Really what it amounts to is, we will see lumpy production growth until we can get a base level of horizontal production from the pad drilling, and that has been established in the productions going forward with a relatively large number of wells. Then, your incremental drilling campaign and new pad additions don't have as much of an effect. In the interim time, when we're building the production up, it will have a big effect.
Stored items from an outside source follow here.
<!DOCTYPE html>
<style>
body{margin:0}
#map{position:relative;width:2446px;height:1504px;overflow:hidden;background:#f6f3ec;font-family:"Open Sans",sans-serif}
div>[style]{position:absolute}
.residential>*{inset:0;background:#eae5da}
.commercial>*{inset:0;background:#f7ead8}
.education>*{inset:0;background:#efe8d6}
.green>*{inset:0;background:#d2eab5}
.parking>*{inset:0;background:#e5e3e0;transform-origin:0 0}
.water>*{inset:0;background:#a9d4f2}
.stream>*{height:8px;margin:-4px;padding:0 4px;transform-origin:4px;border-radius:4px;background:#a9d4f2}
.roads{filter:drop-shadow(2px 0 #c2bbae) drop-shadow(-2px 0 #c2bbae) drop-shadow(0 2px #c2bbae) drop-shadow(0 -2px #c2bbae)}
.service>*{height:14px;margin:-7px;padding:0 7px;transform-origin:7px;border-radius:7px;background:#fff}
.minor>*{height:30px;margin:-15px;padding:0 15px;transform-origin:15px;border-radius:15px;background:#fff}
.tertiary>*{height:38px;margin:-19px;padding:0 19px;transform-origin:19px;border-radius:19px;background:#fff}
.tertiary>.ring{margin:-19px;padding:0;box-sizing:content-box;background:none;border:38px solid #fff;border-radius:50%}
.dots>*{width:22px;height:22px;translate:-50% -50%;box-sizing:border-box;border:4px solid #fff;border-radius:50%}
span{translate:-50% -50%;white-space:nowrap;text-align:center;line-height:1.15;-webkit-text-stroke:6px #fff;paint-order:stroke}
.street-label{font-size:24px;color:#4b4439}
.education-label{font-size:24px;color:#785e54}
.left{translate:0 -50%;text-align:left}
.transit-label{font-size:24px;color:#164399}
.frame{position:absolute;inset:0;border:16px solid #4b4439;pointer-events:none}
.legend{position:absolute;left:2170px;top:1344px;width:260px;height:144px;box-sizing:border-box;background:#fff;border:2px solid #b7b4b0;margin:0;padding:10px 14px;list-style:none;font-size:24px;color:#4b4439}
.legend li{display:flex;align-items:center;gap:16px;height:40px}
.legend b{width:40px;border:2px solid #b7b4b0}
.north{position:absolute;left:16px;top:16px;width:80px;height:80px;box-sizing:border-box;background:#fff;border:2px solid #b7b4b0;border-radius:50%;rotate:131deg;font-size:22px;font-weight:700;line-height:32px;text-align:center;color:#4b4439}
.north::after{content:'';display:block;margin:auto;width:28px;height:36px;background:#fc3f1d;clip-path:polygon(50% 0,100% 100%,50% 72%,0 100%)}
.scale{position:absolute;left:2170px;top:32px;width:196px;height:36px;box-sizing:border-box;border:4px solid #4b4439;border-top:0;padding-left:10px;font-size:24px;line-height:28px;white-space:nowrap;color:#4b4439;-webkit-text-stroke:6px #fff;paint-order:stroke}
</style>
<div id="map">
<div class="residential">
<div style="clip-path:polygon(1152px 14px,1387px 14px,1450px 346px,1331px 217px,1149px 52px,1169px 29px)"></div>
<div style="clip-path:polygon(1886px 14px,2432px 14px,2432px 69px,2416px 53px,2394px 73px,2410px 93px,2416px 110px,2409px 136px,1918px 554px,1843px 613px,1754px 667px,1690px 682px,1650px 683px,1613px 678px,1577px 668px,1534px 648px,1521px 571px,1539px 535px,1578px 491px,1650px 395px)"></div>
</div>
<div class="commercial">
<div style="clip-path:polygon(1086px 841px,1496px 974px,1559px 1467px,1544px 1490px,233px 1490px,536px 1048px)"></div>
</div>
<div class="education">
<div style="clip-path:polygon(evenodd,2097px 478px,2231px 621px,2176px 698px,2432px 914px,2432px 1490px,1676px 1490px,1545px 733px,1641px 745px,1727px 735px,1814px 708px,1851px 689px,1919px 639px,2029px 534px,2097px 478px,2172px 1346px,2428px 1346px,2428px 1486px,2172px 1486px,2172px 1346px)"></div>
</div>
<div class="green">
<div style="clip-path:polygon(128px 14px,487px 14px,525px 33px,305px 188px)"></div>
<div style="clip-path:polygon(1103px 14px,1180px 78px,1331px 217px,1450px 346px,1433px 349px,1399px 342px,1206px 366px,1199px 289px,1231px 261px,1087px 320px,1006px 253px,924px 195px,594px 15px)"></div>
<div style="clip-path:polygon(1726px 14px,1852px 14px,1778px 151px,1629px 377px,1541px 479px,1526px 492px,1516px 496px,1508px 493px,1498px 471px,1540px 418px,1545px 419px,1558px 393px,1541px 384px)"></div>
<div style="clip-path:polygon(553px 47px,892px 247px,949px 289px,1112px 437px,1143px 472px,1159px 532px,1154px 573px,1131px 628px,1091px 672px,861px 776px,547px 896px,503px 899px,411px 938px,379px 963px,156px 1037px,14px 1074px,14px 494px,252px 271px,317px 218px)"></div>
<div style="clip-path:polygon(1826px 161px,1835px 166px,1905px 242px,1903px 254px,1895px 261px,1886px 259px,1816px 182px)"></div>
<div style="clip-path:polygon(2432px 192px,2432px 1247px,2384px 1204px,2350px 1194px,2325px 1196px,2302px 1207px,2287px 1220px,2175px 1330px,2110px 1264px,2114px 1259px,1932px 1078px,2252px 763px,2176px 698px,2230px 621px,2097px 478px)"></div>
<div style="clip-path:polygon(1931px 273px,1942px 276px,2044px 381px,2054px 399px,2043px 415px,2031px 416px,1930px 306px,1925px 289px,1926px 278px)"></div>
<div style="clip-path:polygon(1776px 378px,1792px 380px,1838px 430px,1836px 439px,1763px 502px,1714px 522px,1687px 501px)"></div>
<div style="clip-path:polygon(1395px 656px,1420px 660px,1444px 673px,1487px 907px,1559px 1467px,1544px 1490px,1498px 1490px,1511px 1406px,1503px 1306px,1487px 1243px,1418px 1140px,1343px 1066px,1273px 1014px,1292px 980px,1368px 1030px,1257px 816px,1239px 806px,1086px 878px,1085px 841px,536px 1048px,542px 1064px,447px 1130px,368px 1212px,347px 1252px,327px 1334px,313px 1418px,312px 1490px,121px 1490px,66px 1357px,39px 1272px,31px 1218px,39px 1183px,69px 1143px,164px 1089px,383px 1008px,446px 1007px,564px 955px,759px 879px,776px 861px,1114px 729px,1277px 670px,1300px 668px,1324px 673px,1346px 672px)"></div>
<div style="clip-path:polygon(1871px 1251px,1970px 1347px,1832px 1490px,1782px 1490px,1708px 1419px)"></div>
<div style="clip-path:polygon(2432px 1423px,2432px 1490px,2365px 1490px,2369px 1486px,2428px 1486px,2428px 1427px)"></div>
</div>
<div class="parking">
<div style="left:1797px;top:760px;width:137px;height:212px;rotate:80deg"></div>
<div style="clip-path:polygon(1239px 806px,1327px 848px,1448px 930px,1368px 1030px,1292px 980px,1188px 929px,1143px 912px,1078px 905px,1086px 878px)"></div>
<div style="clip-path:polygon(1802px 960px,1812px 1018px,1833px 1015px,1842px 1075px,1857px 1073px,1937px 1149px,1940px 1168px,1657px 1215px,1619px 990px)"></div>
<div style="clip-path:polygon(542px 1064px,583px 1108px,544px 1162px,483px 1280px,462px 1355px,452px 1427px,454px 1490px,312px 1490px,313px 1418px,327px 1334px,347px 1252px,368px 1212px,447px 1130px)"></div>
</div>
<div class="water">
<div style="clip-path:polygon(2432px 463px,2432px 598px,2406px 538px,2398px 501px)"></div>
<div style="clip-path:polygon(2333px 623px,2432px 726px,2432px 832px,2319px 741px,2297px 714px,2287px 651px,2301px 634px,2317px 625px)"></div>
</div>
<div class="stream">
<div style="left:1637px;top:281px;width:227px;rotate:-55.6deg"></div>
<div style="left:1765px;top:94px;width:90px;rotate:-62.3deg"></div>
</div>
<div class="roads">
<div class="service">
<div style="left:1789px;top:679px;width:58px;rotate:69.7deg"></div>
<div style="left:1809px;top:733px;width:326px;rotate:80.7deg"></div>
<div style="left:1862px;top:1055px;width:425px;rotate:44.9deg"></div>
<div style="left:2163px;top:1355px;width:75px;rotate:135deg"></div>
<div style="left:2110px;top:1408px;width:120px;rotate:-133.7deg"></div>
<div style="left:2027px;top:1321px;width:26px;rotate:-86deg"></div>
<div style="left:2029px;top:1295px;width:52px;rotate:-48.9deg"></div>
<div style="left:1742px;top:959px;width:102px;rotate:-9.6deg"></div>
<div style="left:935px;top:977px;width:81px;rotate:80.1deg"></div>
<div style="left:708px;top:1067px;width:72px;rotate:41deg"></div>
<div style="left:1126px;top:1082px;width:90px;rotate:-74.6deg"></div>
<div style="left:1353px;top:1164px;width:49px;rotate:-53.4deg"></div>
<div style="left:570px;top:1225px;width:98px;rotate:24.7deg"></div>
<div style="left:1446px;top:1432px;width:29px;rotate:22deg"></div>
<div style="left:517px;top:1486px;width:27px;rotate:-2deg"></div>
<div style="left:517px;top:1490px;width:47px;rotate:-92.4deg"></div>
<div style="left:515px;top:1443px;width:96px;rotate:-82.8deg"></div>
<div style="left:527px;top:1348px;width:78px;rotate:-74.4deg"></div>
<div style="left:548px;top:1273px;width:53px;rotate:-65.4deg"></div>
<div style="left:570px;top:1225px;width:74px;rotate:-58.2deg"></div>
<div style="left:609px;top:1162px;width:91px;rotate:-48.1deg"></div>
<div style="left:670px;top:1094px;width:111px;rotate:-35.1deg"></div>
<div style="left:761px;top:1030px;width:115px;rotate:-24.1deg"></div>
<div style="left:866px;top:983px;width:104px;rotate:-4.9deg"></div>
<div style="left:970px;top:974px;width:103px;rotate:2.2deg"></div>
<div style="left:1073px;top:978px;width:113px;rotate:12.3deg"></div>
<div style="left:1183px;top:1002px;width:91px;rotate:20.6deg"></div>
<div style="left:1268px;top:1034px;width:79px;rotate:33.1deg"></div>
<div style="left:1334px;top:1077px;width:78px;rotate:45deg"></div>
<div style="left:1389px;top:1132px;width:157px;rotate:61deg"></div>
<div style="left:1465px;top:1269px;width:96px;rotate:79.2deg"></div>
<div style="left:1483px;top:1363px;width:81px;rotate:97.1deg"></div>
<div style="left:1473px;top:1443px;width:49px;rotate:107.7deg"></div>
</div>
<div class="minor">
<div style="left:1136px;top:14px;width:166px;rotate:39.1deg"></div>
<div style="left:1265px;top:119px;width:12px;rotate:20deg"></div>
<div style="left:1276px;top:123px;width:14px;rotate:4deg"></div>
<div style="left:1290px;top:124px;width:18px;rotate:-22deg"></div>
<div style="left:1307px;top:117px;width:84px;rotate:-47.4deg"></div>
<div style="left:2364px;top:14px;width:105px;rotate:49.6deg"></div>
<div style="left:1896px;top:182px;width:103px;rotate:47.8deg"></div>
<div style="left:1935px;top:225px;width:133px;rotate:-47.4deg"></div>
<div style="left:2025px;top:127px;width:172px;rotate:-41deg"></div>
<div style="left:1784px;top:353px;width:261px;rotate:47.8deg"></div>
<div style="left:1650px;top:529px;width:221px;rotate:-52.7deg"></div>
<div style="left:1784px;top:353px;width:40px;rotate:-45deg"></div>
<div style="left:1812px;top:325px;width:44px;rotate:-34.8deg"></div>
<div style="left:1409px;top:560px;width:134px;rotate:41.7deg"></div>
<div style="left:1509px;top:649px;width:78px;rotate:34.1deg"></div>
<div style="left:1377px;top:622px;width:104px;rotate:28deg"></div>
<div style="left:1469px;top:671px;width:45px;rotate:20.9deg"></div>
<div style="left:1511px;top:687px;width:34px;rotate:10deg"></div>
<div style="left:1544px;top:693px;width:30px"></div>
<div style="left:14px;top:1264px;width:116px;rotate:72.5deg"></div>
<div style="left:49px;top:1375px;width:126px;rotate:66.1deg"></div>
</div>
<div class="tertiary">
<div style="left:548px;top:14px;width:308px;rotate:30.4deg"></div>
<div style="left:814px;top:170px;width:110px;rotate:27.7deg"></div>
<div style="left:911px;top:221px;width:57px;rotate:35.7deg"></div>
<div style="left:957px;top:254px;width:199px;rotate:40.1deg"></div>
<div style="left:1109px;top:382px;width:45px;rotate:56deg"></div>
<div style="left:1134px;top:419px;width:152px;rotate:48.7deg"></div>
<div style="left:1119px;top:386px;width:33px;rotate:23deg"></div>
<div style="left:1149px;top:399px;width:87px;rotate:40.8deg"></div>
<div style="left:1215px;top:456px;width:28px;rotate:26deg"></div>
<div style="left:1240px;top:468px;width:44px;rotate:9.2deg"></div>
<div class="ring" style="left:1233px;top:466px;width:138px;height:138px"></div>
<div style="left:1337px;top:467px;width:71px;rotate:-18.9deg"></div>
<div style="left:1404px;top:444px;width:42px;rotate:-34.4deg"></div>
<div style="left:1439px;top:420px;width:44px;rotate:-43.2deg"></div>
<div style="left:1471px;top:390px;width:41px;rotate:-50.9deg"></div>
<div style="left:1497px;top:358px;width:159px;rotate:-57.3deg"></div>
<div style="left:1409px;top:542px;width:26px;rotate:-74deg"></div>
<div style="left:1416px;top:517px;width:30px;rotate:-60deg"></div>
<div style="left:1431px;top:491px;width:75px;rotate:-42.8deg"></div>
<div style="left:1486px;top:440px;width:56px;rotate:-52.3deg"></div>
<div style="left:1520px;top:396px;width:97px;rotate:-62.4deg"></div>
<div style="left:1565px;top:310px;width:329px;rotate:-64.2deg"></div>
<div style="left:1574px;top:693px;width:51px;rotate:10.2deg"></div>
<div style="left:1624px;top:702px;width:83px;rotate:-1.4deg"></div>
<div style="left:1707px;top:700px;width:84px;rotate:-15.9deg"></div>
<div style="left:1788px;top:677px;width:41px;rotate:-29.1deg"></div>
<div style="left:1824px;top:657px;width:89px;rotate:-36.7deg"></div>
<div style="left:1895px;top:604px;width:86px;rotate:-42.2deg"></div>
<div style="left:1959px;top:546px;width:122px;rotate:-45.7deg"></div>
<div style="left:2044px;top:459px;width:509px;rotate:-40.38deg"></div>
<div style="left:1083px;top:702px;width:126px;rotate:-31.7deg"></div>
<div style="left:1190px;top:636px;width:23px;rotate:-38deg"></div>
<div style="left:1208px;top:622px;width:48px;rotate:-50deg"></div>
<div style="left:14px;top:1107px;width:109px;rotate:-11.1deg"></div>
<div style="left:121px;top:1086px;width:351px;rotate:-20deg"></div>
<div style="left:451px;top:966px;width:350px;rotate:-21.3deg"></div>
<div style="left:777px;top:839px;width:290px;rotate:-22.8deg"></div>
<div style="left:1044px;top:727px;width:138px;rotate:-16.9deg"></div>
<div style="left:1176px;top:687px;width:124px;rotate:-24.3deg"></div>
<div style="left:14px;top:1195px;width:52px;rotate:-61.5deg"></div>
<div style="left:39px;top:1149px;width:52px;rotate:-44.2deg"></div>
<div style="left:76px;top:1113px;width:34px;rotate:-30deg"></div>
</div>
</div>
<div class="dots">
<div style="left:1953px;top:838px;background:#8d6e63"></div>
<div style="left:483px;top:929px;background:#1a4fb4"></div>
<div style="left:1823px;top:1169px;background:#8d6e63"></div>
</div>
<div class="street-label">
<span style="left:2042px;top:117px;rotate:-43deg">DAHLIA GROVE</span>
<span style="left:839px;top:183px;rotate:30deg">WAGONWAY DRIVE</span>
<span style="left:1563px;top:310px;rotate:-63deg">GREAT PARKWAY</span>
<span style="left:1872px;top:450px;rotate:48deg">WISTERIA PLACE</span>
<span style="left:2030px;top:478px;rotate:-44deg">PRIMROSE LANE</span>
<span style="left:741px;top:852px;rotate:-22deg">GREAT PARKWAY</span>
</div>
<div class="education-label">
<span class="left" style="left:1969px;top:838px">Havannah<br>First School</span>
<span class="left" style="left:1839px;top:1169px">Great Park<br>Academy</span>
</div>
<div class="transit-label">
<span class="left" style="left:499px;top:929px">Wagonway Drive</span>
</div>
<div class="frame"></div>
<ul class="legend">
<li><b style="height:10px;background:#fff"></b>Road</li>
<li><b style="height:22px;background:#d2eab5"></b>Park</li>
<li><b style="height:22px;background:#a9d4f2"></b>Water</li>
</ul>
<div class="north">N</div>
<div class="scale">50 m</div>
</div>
The net-net for 2014 is, we looked at modeling on this the other day, you see a dramatic increase in production in the second half of the year, but you have to wait for a while to get there simply because all the wells are now being drilled. You do not have that base of production from pads yet established. You have to bear with us on this. It's going to take a while before we can really crank up the growth rate, just as we wait on the impact from these rigs.
- Analyst
That makes sense. It sounds then like that base of production, that really doesn't smooth things out until late next year and it's early 2015 you maybe start to really genuinely be smooth quarterly projections on the growth front? Am I -- is that --?
- President, COO
That's probably right. That's probably the right way of thinking.
- Analyst
One question I had -- I think it was touched on, but I wanted to follow up on it. Was on the Wolfcamp D wells, if I just look at the IP 30 relative to the peak IP 24-hour rate or tested rate, there seems like that ratio is a bit lower than in the Wolff camp B wells and some offset wells. Are you producing those wells any definitely, or is it just a function of them being deeper, higher pressure and coming on stronger, but then also coming off a bit harder, as well early on before they catch that hyperbolic decline?
- Chairman & CEO
I just think it's the nature of the reservoir and looking at the wells over in Glasscock County and Reagan County, that has a little bit more history. They are averaging 500,000 to 600,000 barrel type curves. They did come off a little bit faster.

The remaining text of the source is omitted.